- **Working data**:
◇ ◇ ◇ ◇ ◇
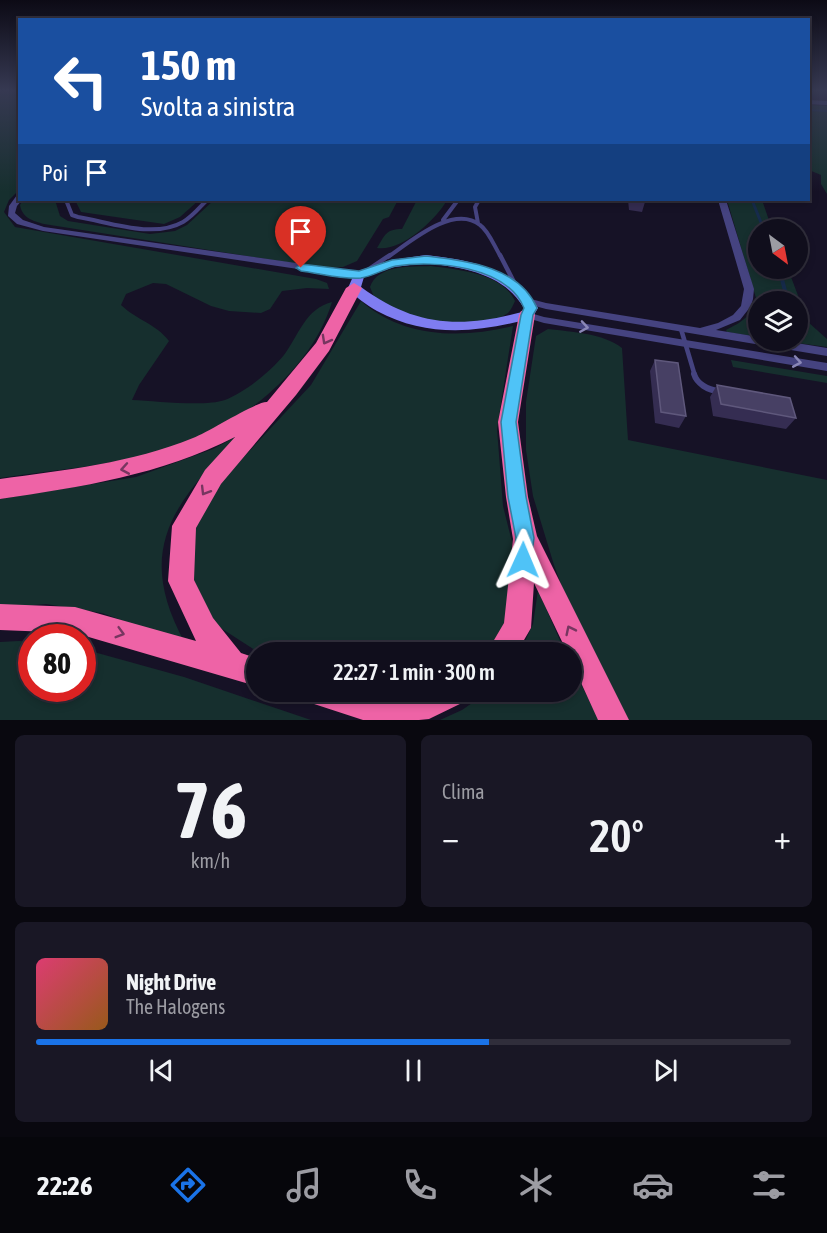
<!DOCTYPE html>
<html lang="it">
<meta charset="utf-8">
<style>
:root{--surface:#100e1c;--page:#191725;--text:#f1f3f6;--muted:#9c9ca3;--line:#302e3b;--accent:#1a73e8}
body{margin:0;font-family:"Asap Condensed",sans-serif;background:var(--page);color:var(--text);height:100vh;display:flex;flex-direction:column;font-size:22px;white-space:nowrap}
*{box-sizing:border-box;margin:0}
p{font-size:20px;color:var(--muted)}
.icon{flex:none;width:33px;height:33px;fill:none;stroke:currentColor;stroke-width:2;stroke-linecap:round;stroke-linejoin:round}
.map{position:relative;height:720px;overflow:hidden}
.details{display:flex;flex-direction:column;gap:15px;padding:15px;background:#09080f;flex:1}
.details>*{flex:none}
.hud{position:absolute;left:18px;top:18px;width:792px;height:183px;border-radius:0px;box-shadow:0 3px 9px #0003,0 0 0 2px var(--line);background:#1a4fa0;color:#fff;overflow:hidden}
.needle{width:39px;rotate:148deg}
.buttons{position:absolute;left:748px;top:219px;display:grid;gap:12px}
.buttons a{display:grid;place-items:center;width:60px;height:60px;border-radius:50%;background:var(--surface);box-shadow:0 3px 9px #0003,0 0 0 2px var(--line);font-size:30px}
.speed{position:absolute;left:18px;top:624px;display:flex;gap:12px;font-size:30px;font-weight:700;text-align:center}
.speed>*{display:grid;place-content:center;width:78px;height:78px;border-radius:50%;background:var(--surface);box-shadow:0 3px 9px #0003,0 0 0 2px var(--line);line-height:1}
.speed .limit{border:9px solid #d22;background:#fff;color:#111}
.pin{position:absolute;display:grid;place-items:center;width:51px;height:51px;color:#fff;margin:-62px -26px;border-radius:50% 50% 50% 0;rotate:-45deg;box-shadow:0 0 6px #0007}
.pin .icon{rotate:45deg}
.me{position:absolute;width:66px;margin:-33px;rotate:1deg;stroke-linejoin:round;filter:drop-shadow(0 0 4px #0008)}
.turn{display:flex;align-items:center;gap:21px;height:126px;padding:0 24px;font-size:27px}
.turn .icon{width:78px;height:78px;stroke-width:2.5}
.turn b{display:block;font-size:42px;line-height:51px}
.then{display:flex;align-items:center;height:57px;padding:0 24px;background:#0003;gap:12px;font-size:22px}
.big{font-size:45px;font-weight:600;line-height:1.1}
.details .widget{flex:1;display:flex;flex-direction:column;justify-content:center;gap:9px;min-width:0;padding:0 21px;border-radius:9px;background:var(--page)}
.details .dial{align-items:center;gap:0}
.dial b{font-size:78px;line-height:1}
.song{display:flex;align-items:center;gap:18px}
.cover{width:72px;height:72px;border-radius:9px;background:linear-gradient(135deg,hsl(340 70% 55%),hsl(30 70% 35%))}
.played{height:6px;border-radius:3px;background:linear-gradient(90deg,var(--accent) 60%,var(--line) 60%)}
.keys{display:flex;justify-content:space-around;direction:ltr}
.heat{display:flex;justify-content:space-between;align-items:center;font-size:33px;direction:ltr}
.details .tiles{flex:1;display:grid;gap:15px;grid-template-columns:1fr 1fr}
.widget:last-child{grid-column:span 2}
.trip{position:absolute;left:246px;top:642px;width:336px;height:60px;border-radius:30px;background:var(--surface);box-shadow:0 3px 9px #0003,0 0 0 2px var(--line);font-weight:600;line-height:60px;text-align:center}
.tab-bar{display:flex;height:96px;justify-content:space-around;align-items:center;background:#06060b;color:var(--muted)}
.tab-bar .icon{width:42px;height:42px}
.tab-bar .selected{color:var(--accent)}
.tab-bar b{font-size:27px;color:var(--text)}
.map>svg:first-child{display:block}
.green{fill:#162f2e}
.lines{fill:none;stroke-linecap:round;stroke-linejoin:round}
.stream-far2{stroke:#162b4c;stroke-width:2}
.stream-far1{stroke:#162b4c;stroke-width:3}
.stream{stroke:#162b4c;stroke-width:4}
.lane-far2{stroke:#454380;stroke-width:4}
.lane-far1{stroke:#454380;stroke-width:4.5}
.lane{stroke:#454380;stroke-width:6}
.street{fill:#454380;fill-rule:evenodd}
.secondary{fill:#7f7df1;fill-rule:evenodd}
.highway{fill:#ee63a6;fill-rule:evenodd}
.wall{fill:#352d52}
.building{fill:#474064;stroke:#5f587c;stroke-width:1.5}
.oneway{stroke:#8a87b7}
.oneway2{stroke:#773660}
.route{fill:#4fc3f7;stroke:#337fa1;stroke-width:1.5}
</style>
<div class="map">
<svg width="827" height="720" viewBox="0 0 827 720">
<rect width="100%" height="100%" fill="#161226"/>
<path class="green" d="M0 91H19V190L9 200 4 212 15 227 316 279 327 283 329 289 307 288 282 291 270 309 261 313 229 311 211 306 166 284 153 283 126 294 121 305C138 321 155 323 169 341L139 385 132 400C155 401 205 407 225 400 245 392 270 372 284 355 299 335 305 309 332 302 311 372 236 430 167 450 113 465 56 470 0 478Z
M808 105 827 106V194L821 184V175L809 170Z
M23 200H55L60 216 68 221 150 234 175 231 187 225 214 200H398L389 217 383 219 357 261 343 267 323 268 44 224C33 221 22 218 20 205Z
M75 200H199L180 217 164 224 81 212Z
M417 200H447C436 220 401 252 377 248 385 235 386 229 402 229Z
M727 200H762L772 229 759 230V268L788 269 808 322 827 339V347L783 341 798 340V302H759V337L727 332 726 330C742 322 752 316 756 298Z
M431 266C459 270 502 273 515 301 513 305 511 310 508 313 488 329 429 324 407 315 395 310 384 303 374 297L370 287C378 264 411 267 431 266Z
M361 301C403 338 461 339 513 326L497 429 503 506 512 542 514 566 511 608 497 639 486 652H258L213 623 194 583 189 567 193 530 212 491 311 385Z
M548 329C572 332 603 333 622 348L628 440 827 480V720H627L577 628 554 565 533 496 526 450V402L536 336Z
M731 360 827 376V383L733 367Z
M243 433C177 499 132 547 185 643L102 613 46 604 0 608V499L136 477 213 449Z
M538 590 565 652H520L533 624Z
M19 641 31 642 32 688H82L83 649 184 677 311 720H0V642Z
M572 666 599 720H440L462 710 488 692H572Z"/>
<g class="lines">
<path class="stream-far2" d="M808 110 827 111"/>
<path class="stream-far1" d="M752 200 764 230"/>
<path class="stream" d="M779 268 788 302"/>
<path class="lane-far2" d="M66 200 72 215 78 217C109 222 153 239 183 222 192 217 200 207 207 200
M443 220 458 200
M478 223 475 207 479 200
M388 257C410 242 453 204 480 225 489 231 495 248 501 257"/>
<path class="lane-far1" d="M500 255 517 288
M369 269 390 255
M681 329 695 376"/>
<path class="lane" d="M694 374C697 384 708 390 718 391"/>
<path class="street" d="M808 100 827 101V105L808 104Z
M17 195H20V200H22L17 206 15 213 23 220 44 227 359 272 363 275 359 278 43 231 17 224 8 216 9 206Z
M718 200H726L754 289 753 299 751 306 740 320 716 330 759 337V340H778L827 348V356L546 309 524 303 522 301 527 298 546 303 700 328 718 323 733 315 741 306 744 289Z
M527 312 544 317 827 363V371L544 323 524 317 522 315 524 313Z"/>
<path class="secondary" d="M426 255C472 261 512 266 538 308L532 318C479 333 427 338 377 311 367 305 355 297 348 288L355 272 392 260ZM426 263C464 268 503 273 524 308L522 312C460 329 414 326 361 287L364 277 394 267Z"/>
<path class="highway" d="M354 283 362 288 329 351 296 395 221 484 196 528 194 580 213 618 241 653 256 658V686L75 633 0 630V604L75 607 196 641 168 581 172 526 205 470 235 437C161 475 81 487 0 499V479C65 470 132 463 193 438 209 432 257 401 267 402L316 343 346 288Z
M527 310 533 311 535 315 518 422 528 497 537 536 629 720H598L572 663V652H567L534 583 531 628 517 652H487L504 623 513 539 506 497 498 422 519 315 521 311Z
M303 692H367L379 695 409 692H469L464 702 429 719 419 720H363L308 702Z"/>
</g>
<path class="wall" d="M628 200H645V202L642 212 629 210Z
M655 360 686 416 679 428 655 423 650 371Z
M717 385 796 418 786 429 713 416 710 397Z"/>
<path class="building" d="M633 200H645V202L633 201Z
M655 360 678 363 686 416 661 412Z
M717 385 790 398 796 418 721 404Z"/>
<defs><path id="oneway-chevron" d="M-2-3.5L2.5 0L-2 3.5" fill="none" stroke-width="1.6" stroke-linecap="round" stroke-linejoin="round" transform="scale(1.5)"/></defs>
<g class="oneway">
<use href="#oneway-chevron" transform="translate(584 327) rotate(9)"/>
<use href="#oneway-chevron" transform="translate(797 362) rotate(10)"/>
</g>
<g class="oneway2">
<use href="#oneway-chevron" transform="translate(326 340) rotate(119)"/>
<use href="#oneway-chevron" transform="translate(125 469) rotate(170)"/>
<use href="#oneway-chevron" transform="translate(205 491) rotate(121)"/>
<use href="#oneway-chevron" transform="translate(570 630) rotate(-116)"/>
<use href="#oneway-chevron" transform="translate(120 633) rotate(16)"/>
</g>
<linearGradient id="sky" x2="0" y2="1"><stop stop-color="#0c0a15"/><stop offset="0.47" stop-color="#363952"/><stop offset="1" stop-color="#363952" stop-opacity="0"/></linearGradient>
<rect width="827" height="192" fill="url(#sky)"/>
<path class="route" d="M426 256C466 261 519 266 537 308L533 315 516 422 526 497 534 538 530 567 523 570 517 567 514 560 516 538 508 497 501 422 521 315 524 308C507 266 435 260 396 266 384 269 373 276 361 278 345 280 318 273 301 271L296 268 301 264 359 271 392 260Z"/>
</svg>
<div class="buttons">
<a><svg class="needle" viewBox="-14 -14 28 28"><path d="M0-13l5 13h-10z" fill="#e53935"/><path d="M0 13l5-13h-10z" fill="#9c9ca3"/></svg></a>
<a><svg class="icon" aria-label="layers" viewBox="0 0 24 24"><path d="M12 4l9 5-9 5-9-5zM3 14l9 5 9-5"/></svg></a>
</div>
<div class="speed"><div class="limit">80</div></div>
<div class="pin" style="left:301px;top:268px;background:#d93025"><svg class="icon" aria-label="arrive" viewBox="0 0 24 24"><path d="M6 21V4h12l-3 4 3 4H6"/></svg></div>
<svg class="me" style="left:523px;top:560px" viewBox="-20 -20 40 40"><path d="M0-17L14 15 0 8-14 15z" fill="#4fc3f7" stroke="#fff" stroke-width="4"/></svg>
<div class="trip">22:27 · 1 min · 300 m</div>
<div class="hud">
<div class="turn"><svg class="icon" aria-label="left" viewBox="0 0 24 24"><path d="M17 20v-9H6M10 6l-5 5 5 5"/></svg><div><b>150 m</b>Svolta a sinistra</div></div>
<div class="then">Poi<svg class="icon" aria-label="arrive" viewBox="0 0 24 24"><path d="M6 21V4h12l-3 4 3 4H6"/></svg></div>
</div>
</div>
<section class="details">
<div class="tiles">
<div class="widget dial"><b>76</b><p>km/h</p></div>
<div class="widget"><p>Clima</p>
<div class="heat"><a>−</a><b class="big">20°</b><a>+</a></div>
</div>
<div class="widget">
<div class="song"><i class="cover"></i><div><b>Night Drive</b><p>The Halogens</p></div></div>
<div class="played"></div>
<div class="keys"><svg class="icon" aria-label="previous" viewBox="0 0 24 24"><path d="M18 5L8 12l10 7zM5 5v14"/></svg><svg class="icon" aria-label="pause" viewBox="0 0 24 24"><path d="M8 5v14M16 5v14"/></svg><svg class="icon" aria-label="next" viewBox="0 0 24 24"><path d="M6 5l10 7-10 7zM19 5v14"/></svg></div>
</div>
</div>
</section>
<nav class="tab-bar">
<b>22:26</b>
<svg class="icon selected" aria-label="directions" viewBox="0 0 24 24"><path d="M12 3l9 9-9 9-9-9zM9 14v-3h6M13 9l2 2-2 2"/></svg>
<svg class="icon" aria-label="music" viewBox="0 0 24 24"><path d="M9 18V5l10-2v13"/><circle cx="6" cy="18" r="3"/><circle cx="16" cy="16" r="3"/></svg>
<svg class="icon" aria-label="phone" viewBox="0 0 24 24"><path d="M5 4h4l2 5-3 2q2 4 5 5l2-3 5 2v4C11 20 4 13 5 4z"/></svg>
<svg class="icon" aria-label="climate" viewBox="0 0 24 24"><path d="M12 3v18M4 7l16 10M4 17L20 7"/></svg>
<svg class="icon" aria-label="car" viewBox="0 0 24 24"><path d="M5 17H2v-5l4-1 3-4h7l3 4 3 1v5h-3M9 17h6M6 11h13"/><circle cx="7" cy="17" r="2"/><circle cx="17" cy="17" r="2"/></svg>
<svg class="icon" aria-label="filters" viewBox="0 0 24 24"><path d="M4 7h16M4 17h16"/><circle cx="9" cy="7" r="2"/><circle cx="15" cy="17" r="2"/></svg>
</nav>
◇ ◇ ◇ ◇ ◇
- **Exercise objective**: State how many lines in the listing above contain "speed". Nothing else is needed.

- **Result for this exercise**: 4